Sarah Grochowski, editor of the Aldergrove Star, is up for a New York Emmy award – recognizing her work as an associate producer on a documentary segment about the opioid crisis around Harlem.
The achievement comes after Grochowski spent several years in the Big Apple, working for numerous publications and media outlets including the New York Daily News – the city’s widest circulating newspaper.
The 27-year-old was raised in the very community she now writes about and fittingly got her start in the business by delivering the Aldergrove Star when she was young.
Her passion for journalism culminated from an International Studies degree at Trinity Western University (TWU) and extensive travel around the globe.
“Common threads I’d say are wanting to help people in need and amplify new voices. I want to do things that matter and tell stories people might not have heard about, that they should,” Grochowski said.
After exploring a wide array of topics through TWU’s publication Mars’ Hill, Grochowski was able to continue her journalism studies at King’s College in N.Y.C., where she later penned an exposé
An interest in the film industry led to a production assistant position, and within months, work as a producer with BRIC Arts Media’s BRIC TV channel in Brooklyn.
“The visual impact of a story can make someone have chills, whereas with writing you have to work very hard to visualize a story for readers,” she explained. “There’s a lot more room for impact with film.”
At BRIC, Grochowski helped assemble projects for the public access channel’s B-Heard Town Hall features, discussed during live TV by guest activists, politicians, celebs, and scholars.
Her 10-minute segment titled Highway Mike, is a portrait of a formerly homeless man battling an opioid addiction while performing outreach to prevent overdoses at an abandoned park in Washington Heights.
“It was a team of five,” Grochowski explained. “It was a mixture of emotions; I was grieved but honoured to be able to capture such a pertinent story.”
The segment was produced in May of 2018 and went on to earn official selection distinctions at the Docs Without Borders, Socially Relevant, and Social Justice Film festivals.
“There are no interviews – it’s not a traditional reporter’s package.

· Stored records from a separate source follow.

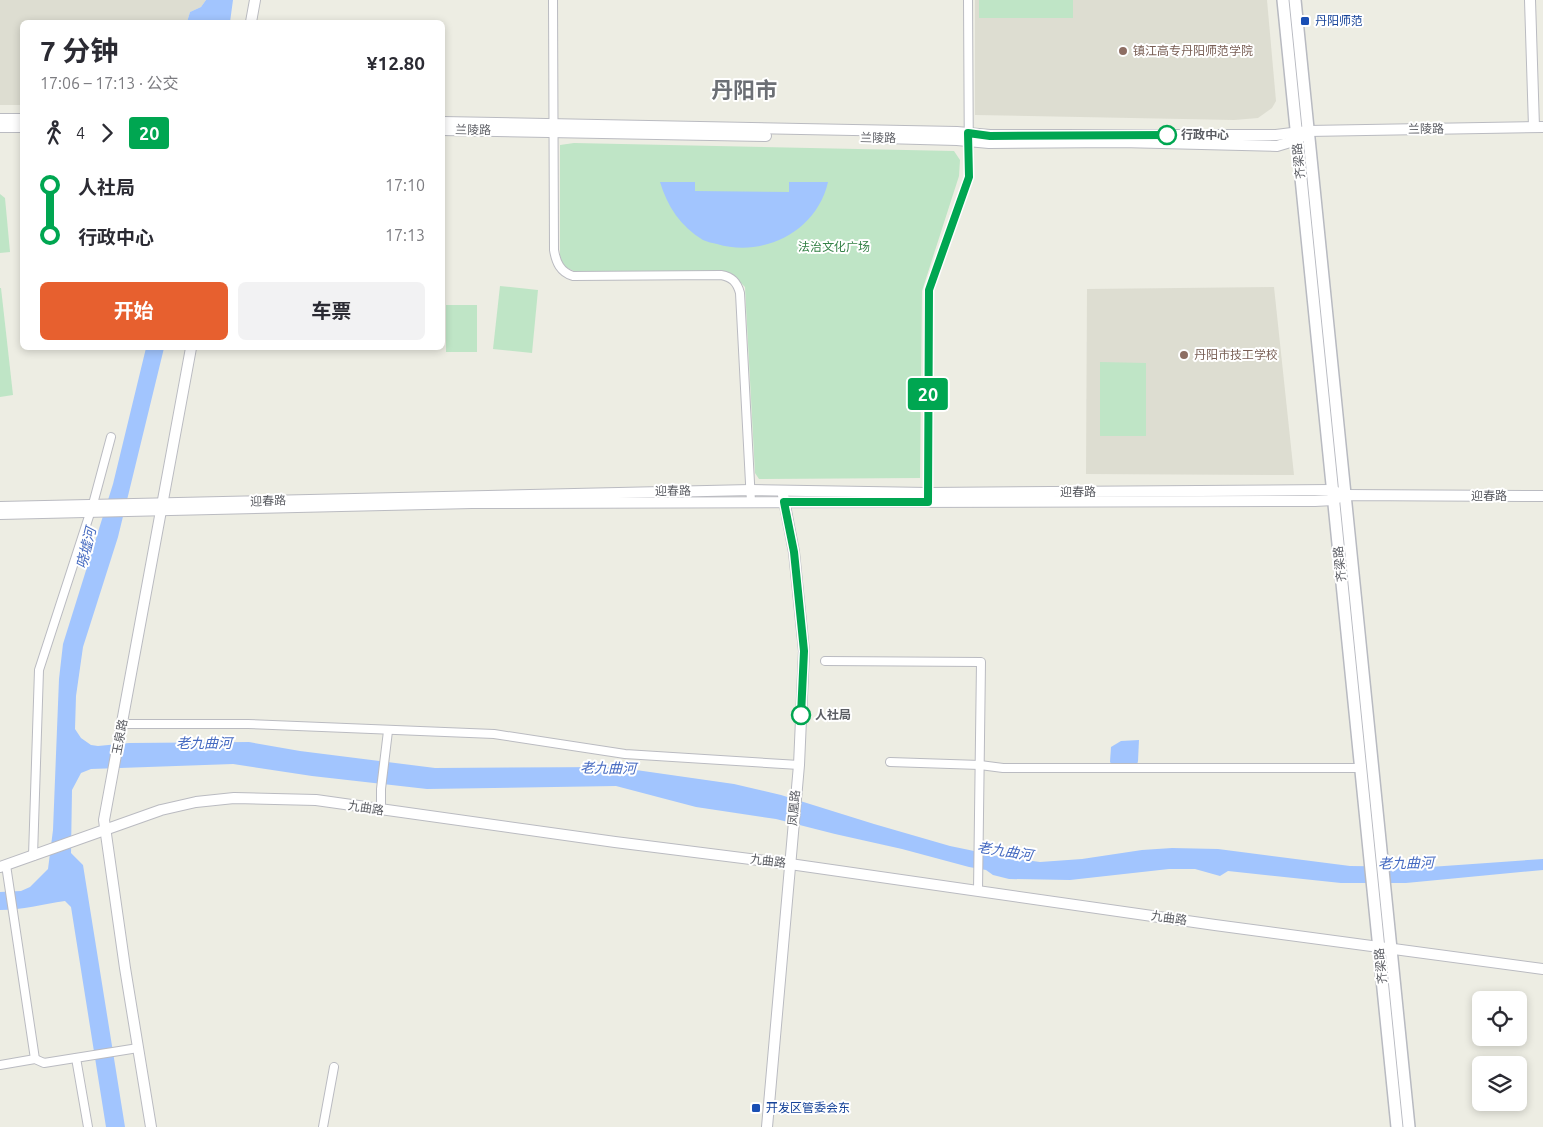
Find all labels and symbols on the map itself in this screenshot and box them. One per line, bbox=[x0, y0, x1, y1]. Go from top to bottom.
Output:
place label: 丹阳师范 bbox=[1315, 14, 1363, 27]
marker: 丹阳师范 bbox=[1299, 15, 1311, 27]
place label: 镇江高专丹阳师范学院 bbox=[1133, 44, 1253, 57]
marker: 镇江高专丹阳师范学院 bbox=[1117, 45, 1129, 57]
district label: 丹阳市 bbox=[711, 77, 777, 102]
street label: 兰陵路 bbox=[1408, 122, 1444, 135]
street label: 兰陵路 bbox=[455, 123, 491, 136]
marker: 行政中心 bbox=[1157, 125, 1177, 145]
place label: 行政中心 bbox=[1181, 128, 1229, 141]
street label: 兰陵路 bbox=[860, 131, 896, 144]
street label: 齐梁路 bbox=[1290, 142, 1307, 180]
park label: 法治文化广场 bbox=[798, 240, 870, 253]
place label: 丹阳市技工学校 bbox=[1194, 348, 1278, 361]
marker: 丹阳市技工学校 bbox=[1178, 349, 1190, 361]
line badge: 20 bbox=[906, 378, 950, 410]
street label: 迎春路 bbox=[655, 484, 691, 497]
street label: 迎春路 bbox=[1060, 485, 1096, 498]
street label: 迎春路 bbox=[1471, 489, 1507, 502]
street label: 迎春路 bbox=[250, 493, 286, 508]
water label: 哓墟河 bbox=[73, 523, 100, 570]
street label: 齐梁路 bbox=[1331, 545, 1348, 583]
marker: 人社局 bbox=[791, 705, 811, 725]
place label: 人社局 bbox=[815, 708, 851, 721]
street label: 玉泉路 bbox=[110, 718, 129, 756]
water label: 老九曲河 bbox=[176, 735, 235, 751]
water label: 老九曲河 bbox=[580, 760, 639, 777]
street label: 凤凰路 bbox=[785, 789, 802, 826]
street label: 九曲路 bbox=[347, 798, 385, 817]
water label: 老九曲河 bbox=[976, 839, 1037, 864]
street label: 九曲路 bbox=[749, 852, 787, 869]
water label: 老九曲河 bbox=[1378, 854, 1437, 871]
street label: 九曲路 bbox=[1150, 909, 1188, 926]
street label: 齐梁路 bbox=[1372, 947, 1389, 985]
place label: 开发区管委会东 bbox=[766, 1101, 850, 1114]
marker: 开发区管委会东 bbox=[750, 1102, 762, 1114]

But more of an eye-opening, visual journey. A day in the life of Highway Mike,” Grochowski added.
She explained that a team of news execs at BRIC applies for what they think is fitting, and put Highway Mike up for consideration in the Societal Concerns Feature Segment category.
While she is doubtful she’ll attend the actual ceremony, Grochowski said she is honoured by the nomination and that the recognition only fuels her passion to make more documentaries and telling human stories in the future.
“I am still as dedicated today as I was then,” Grochowski said.